Still, there was strong sentimental attachment to the Dandenong site. To be honest, it was probably our preferred choice if the productivity issues could be resolved.
We were open with our people about the options for Dandenong. Heinz would invest to make the factory the regional centre of excellence if the unions agreed to greater flexibility in work practices and rostering.
We spent more than 12 months working for a solution, but at the end of the day it was just too hard for the unions to come on board.
That was very sad because it sealed Dandenong's fate and we had to part company with people who had been part of our family for long periods of time - in some cases, all of their working lives.
I should say that the same unions that found it hard to deliver change at Dandenong worked with us to agree a flexible culture at Echuca. Factories do develop their own industrial culture, and as managers we can't escape some responsibility for what had developed at Dandenong over four decades.
With Dandenong no longer an option, we grasped the opportunity to build a world-class volume-efficient plant at Hastings - which had already been upscaled to absorb some 30,000 tonnes of production that we brought back from Utsunomiya in Japan as a joint venture.
With the relocation of Dandenong's production to Hastings we now have a plant that is producing around 140,000 tonnes of soup, beans, pasta and recipe meals each year.
This makes it the largest and most sophisticated plant of its type in the Southern Hemisphere, and one of the largest factories in Heinz worldwide.
This scale has significant benefits for our employees and our customers.
A more complex plant requires more investment in people. The majority of Hastings staff now participate in skills development and training that gives them externally recognised qualifications.
The Japanese business, in particular, has fostered new skills and expertise. In the standard product for Australasian consumers there are usually eight to ten ingredients in a single batch. For the Japanese volumes you can have up to 45 ingredients in a batch, and we are now doing 180 recipes for Japan.

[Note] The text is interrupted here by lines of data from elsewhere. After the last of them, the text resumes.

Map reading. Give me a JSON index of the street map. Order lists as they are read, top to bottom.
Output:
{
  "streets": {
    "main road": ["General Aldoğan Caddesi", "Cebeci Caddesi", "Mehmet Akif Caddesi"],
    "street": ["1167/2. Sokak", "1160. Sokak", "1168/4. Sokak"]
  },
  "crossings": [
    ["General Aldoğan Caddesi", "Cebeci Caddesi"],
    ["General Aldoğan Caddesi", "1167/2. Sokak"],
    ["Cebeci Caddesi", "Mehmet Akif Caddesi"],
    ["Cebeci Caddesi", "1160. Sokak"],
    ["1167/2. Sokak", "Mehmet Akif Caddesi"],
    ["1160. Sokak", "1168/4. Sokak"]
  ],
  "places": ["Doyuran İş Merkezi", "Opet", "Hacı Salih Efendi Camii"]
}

The major benefit to our organisation has been a new appreciation of what Japanese customers expect in quality - understanding the cultural significance of quality, and then translating that to our entire production process including packaging and labelling.
It has been said that the Japanese believe they can tell a book from its cover. Understanding how this applies to processed foods has helped us lift our game generally.
In the last two years we have been able to introduce new breakthrough products ranging from pouch soups - which are now exported to Japan and Europe - to new and exciting sauces and condiments, new tuna food solutions and a wider range of organic infant foods.
When you consider that this year alone, retailers in Australia will admit just ten percent of the 22,000 new products they are offered, and will delete 2,000 lines of failing products - it's a source of some pride to us that our innovation strategy is now consistently backing winners.
Conclusion
So did Heinz Wattie's "come home" to New Zealand, and why?
Well, we would say that we never left!
With the exception of the production that Wattie's had in Japan, the manufacturing footprint of the company since 1934 has proudly been on New Zealand soil.
We are, however, a genuine Trans-Tasman company with loyalty to Australia and to New Zealand. As we celebrate the 20th anniversary of Closer Economic Relations, it would be good to see more companies that transcend the borders and have a commitment to growing both countries together.
When we look at the changes since 1998, it has actually been two-way traffic. Production was transferred from Australia to New Zealand, but some also went from New Zealand to Australia together with the corporate office.
The two major expansions at Hastings were the Japanese JV and the relocation of volume from Dandenong, and they happened for different reasons.
The principal factor in bringing home the Japanese production was our desire to have more direct oversight and control of quality. This had been a long-standing relationship between Wattie's and Utsunomiya, and there was never an option to base this production in Australia.
The relocation of Dandenong production was ultimately driven by the need to consolidate soups, beans and pasta in a single centre of excellence.
Where Hastings had the advantage - and this is where New Zealand also has an advantage - is proximity to abundant agricultural produce, a strong reputation for innovation, and a highly skilled, productive work culture.
Once the opportunity presented itself to build Hastings into a world-scale plant, we pursued this with enthusiasm to capture economies of scale and boost production flexibility. In turn, this scale gives us greater scope to be a serious and innovative test market for Heinz worldwide.
As you know, on February 23 we celebrated the 100th anniversary of the Sir James Wattie's birth, and it's fitting that I end with some words of wisdom and encouragement from this great man.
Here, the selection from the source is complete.